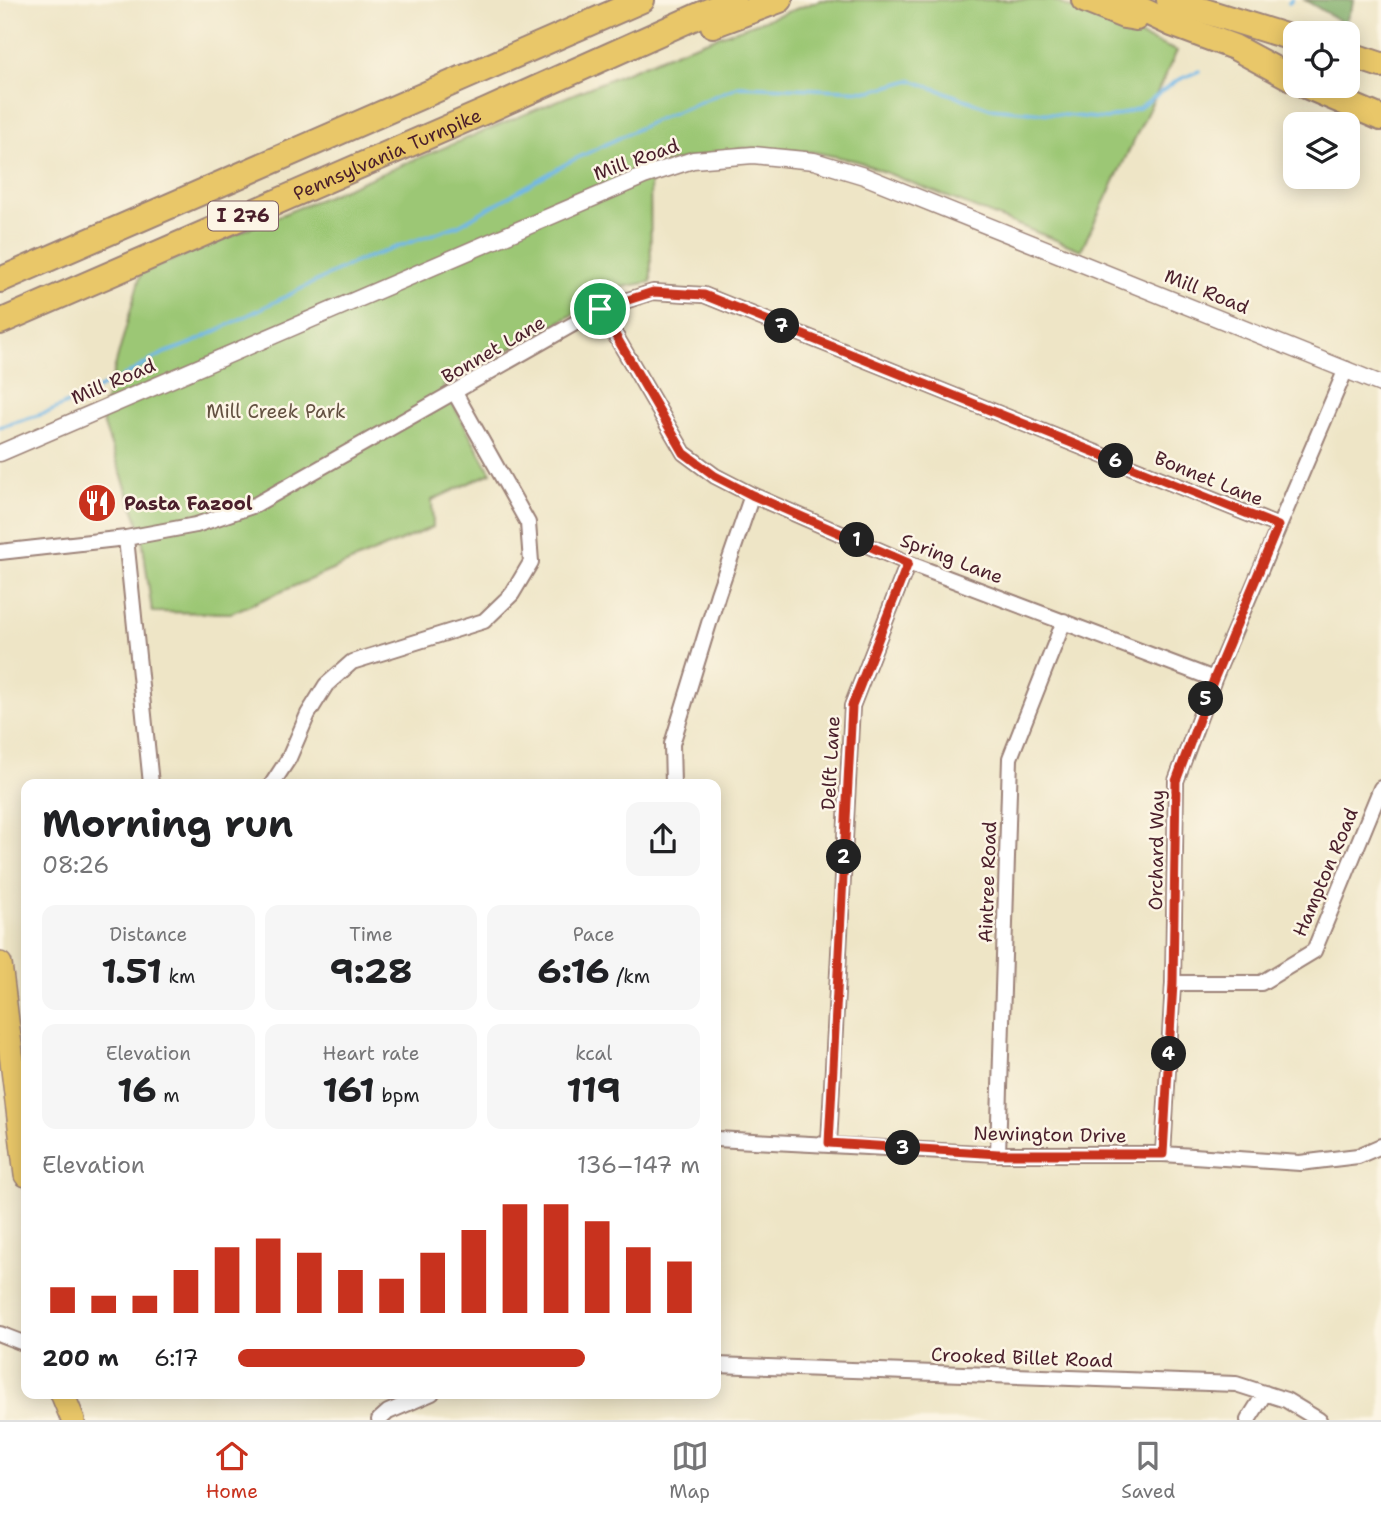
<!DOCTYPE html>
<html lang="en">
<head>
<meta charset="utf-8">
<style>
	:root { --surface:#fff; --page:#f6f6f6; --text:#202124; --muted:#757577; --line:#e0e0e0; --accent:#c8321e }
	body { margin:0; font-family:"Shantell Sans",sans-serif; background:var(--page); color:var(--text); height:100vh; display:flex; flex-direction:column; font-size:26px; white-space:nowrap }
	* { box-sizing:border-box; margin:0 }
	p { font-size:23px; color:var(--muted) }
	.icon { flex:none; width:38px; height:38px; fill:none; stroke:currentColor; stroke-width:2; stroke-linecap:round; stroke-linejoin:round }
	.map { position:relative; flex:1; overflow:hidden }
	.panel { position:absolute; left:21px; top:779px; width:700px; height:620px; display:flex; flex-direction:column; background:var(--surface); border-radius:14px; box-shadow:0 4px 18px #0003 }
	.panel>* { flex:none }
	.fabs { position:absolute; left:1283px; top:21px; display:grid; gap:14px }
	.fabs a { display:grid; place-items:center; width:77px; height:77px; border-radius:14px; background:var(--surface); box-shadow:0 4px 18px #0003; font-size:35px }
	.pin { position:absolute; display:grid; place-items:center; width:60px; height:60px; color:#fff; margin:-30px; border:4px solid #fff; border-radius:50%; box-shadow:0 2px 7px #0007 }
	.km { position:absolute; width:35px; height:35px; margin:-18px; border-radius:50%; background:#222; color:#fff; font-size:19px; line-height:35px; text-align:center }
	.round { display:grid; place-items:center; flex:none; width:74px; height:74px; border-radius:14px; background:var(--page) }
	.overview { display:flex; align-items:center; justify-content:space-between; height:119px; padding:0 21px }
	h1 { font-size:38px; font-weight:700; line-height:52px }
	.stats { display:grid; grid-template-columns:repeat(3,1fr); gap:10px; height:119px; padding:7px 21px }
	.stats div { display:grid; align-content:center; border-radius:14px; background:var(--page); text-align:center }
	.stats b { font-size:35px; font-weight:700 }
	.stats small { font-size:19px; font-weight:400 }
	.stats p { font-size:19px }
	.chart { height:196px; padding:14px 21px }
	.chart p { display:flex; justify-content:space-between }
	.chart svg { width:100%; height:126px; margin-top:7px; stroke:var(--accent); stroke-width:6 }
	ul { padding:0 21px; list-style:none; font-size:23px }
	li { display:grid; grid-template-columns:112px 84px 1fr; align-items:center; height:52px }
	li i { height:18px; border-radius:9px; background:var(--accent) }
	.dock { display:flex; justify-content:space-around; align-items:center; height:98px; border-top:2px solid var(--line); background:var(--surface); font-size:19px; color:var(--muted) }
	.dock a { display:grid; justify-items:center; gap:4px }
	.dock .active { color:var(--accent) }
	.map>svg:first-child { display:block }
	.green { fill:#9cc774; stroke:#737350; stroke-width:2 }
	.forest { fill:#7dac66; stroke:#646648; stroke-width:2 }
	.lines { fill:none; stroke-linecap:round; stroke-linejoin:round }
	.stream { stroke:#71b8e8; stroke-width:3.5 }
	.minor-casing { stroke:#9c8278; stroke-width:18 }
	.tertiary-casing { stroke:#9c8278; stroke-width:19 }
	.trunk-casing { stroke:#9c8278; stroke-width:26 }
	.motorway-casing { stroke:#9c8278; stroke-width:28 }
	.minor { stroke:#fff; stroke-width:14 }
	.tertiary { stroke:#fff; stroke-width:16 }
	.trunk { stroke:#e9c769; stroke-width:23 }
	.motorway { stroke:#e9c769; stroke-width:24 }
	.route-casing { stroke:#fff; stroke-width:14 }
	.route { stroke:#c8321e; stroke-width:9 }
	.labels { text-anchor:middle; stroke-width:5; stroke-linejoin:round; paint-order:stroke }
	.shield { fill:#fcf5e5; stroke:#7f5f63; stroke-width:2 }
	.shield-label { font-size:18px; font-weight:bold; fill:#4a1f2b }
	.street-label { font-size:19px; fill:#4a1f2b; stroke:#fcf5e5 }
	.park-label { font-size:19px; fill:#635141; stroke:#fcf5e5 }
	.poi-label { font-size:19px; font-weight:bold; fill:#4a1f2b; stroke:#fcf5e5; text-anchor:start }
</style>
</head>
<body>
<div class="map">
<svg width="1381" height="1420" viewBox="0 0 1381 1420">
	<rect width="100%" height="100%" fill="#fcf5e5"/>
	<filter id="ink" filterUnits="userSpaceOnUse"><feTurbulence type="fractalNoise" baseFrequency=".0143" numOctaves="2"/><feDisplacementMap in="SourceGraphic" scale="14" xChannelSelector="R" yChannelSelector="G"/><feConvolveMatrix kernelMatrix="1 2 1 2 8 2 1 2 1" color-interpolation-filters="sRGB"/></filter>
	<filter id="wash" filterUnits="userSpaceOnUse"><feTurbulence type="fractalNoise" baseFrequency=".00686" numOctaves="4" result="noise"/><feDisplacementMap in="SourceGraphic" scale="28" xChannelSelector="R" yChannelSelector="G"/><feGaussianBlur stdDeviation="1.57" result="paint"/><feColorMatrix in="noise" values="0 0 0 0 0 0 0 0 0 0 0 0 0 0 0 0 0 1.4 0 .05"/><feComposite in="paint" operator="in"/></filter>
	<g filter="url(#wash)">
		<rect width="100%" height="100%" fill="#eee5c6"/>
		<path class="green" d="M 821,0 L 1052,0 L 1177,51 L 1081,250 L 857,161 L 814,152 L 744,148 L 650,166 L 651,282 L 623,287 L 443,386 L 491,473 L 432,500 L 433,527 L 231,613 L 152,612 L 141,530 L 101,417 L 141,273 L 680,50 Z"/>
		<path class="forest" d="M 1305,0 L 1354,0 L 1345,24 Z"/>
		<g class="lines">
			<path class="stream" d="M 1289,3 L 1292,0
				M 0,427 L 49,412 L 122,377 L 164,353 L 192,343 L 355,262 L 459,225 L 569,162 L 656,120 L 739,86 L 871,91 L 911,80 L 989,108 L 1106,119 L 1139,108 L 1176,81 L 1199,71"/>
		</g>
	</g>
	<g filter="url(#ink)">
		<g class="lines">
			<defs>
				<path id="minor" d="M 600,309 L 684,453 L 715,476 L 752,495 L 908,563 L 1214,679
					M 126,538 L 151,784
					M 0,552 L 126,538 L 196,525 L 255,505 L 600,309 L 653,292 L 704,295 L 1278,526
					M 272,784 L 289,758 L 308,714 L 326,685 L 352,662 L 484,621 L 512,594 L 531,562 L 528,523 L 455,393
					M 673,784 L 672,744 L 718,594 L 752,495
					M 1173,983 L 1261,983 L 1314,951 L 1381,788
					M 716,1139 L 998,1154 L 1163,1154 L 1300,1163 L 1358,1156 L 1381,1146
					M 829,1143 L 852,706 L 908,563
					M 998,1154 L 1010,758 L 1064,621
					M 1163,1154 L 1173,983 L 1176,781 L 1214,679 L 1346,369
					M 0,1334 L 26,1344
					M 716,1365 L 1236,1384 L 1286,1400 L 1319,1420
					M 379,1420 L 388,1412 L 432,1393
					M 1248,1420 L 1265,1393"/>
				<path id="tertiary" d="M 0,453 L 644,176 L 693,160 L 753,155 L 814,161 L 864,176 L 1381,384"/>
				<path id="trunk" d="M 0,964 L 26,1175
					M 62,1393 L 73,1420"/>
				<g id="motorway">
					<path d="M 1084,0 L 1124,16 L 1136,18"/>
					<path d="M 1121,0 L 1172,24 L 1234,47 L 1295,80"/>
					<path d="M 1169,0 L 1295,39"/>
					<path d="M 713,25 L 780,0"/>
					<path d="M 1348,54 L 1381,65"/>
					<path d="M 1306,86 L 1381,118"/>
					<path d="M 0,280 L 642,0"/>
					<path id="s1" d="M 0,322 L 486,111 L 733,0"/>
				</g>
			</defs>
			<use href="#minor" class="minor-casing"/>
			<use href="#tertiary" class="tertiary-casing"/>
			<use href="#trunk" class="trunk-casing"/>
			<use href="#motorway" class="motorway-casing"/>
			<use href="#minor" class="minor"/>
			<use href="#tertiary" class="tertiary"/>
			<use href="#trunk" class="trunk"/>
			<use href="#motorway" class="motorway"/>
		</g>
	</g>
	<g class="lines" filter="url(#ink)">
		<defs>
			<path id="route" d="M 653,292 L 704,295 L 1278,526 L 1214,679 L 1176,781 L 1173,983 L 1163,1154 L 998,1154 L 829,1143 L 852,706 L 908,563 L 752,495 L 715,476 L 684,453 L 600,309 Z"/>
		</defs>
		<use href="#route" class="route-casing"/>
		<use href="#route" class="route"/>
	</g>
	<defs>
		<symbol id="restaurant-disc" viewBox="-11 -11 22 22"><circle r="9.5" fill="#c8321e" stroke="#fcf5e5"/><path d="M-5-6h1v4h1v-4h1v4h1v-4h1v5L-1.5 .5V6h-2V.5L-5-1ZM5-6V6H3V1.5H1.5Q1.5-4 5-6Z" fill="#fff"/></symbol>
	</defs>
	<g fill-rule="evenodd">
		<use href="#restaurant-disc" x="75" y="481" width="44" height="44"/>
	</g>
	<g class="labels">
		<rect class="shield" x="208" y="201.5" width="70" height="29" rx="5"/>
		<g class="shield-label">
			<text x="243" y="222">I 276</text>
		</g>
		<g class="street-label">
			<text dy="7" stroke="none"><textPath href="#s1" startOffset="422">Pennsylvania Turnpike</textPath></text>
			<text transform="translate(636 159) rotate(-20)" y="7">Mill Road</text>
			<text transform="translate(1207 291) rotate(22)" y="7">Mill Road</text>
			<text transform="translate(493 349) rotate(-30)" y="7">Bonnet Lane</text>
			<text transform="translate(113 381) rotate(-23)" y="7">Mill Road</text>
			<text transform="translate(1209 478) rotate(22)" y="7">Bonnet Lane</text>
			<text transform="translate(952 558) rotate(21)" y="7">Spring Lane</text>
			<text transform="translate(830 763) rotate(-87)" y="7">Delft Lane</text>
			<text transform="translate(1156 850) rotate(-89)" y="7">Orchard Way</text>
			<text transform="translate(1325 872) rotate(-67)" y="7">Hampton Road</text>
			<text transform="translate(987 882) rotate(-88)" y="7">Aintree Road</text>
			<text transform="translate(1050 1134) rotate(1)" y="7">Newington Drive</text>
			<text transform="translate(1022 1357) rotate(2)" y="7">Crooked Billet Road</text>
		</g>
		<g class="park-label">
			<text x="276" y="418">Mill Creek Park</text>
		</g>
		<g class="poi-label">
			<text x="124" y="510">Pasta Fazool</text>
		</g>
	</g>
</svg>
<div class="fabs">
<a><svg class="icon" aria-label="locate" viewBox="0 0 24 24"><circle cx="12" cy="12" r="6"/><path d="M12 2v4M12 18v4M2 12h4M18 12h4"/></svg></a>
<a><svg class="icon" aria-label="layers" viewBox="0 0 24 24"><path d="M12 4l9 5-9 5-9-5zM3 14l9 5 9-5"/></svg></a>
</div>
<div class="pin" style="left:600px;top:309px;background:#1e9e55"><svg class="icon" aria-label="arrive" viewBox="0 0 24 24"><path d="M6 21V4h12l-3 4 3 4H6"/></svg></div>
<b class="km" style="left:857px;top:540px">1</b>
<b class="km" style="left:844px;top:857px">2</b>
<b class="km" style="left:903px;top:1148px">3</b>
<b class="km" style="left:1169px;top:1054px">4</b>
<b class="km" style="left:1206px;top:699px">5</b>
<b class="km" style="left:1116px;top:461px">6</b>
<b class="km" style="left:782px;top:326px">7</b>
<section class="panel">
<div class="overview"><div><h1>Morning run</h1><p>08:26</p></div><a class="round"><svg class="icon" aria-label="share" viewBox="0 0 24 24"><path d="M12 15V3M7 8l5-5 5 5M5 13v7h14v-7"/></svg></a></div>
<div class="stats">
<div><p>Distance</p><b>1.51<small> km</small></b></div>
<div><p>Time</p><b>9:28</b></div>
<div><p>Pace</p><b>6:16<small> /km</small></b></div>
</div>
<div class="stats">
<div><p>Elevation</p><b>16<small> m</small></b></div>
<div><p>Heart rate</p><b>161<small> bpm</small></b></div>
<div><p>kcal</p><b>119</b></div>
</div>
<div class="chart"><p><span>Elevation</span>136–147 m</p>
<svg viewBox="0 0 160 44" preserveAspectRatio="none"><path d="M5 44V35M15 44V38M25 44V38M35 44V29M45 44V21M55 44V18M65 44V23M75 44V29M85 44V32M95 44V23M105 44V15M115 44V6M125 44V6M135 44V12M145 44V21M155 44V26"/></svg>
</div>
<ul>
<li><b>200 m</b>6:17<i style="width:75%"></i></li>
</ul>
</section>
</div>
<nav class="dock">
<a class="active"><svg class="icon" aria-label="home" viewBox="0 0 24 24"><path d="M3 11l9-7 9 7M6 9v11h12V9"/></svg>Home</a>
<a><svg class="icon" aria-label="map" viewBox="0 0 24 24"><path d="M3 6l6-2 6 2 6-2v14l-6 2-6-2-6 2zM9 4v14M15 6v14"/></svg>Map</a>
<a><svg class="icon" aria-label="saved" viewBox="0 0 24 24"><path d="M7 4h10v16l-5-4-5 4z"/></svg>Saved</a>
</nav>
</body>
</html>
--
• **Exercise prompt**:
Task for the records above: copy every line in which the word "userSpaceOnUse" occurs.

• **Written reply**:
	<filter id="ink" filterUnits="userSpaceOnUse"><feTurbulence type="fractalNoise" baseFrequency=".0143" numOctaves="2"/><feDisplacementMap in="SourceGraphic" scale="14" xChannelSelector="R" yChannelSelector="G"/><feConvolveMatrix kernelMatrix="1 2 1 2 8 2 1 2 1" color-interpolation-filters="sRGB"/></filter>
	<filter id="wash" filterUnits="userSpaceOnUse"><feTurbulence type="fractalNoise" baseFrequency=".00686" numOctaves="4" result="noise"/><feDisplacementMap in="SourceGraphic" scale="28" xChannelSelector="R" yChannelSelector="G"/><feGaussianBlur stdDeviation="1.57" result="paint"/><feColorMatrix in="noise" values="0 0 0 0 0 0 0 0 0 0 0 0 0 0 0 0 0 1.4 0 .05"/><feComposite in="paint" operator="in"/></filter>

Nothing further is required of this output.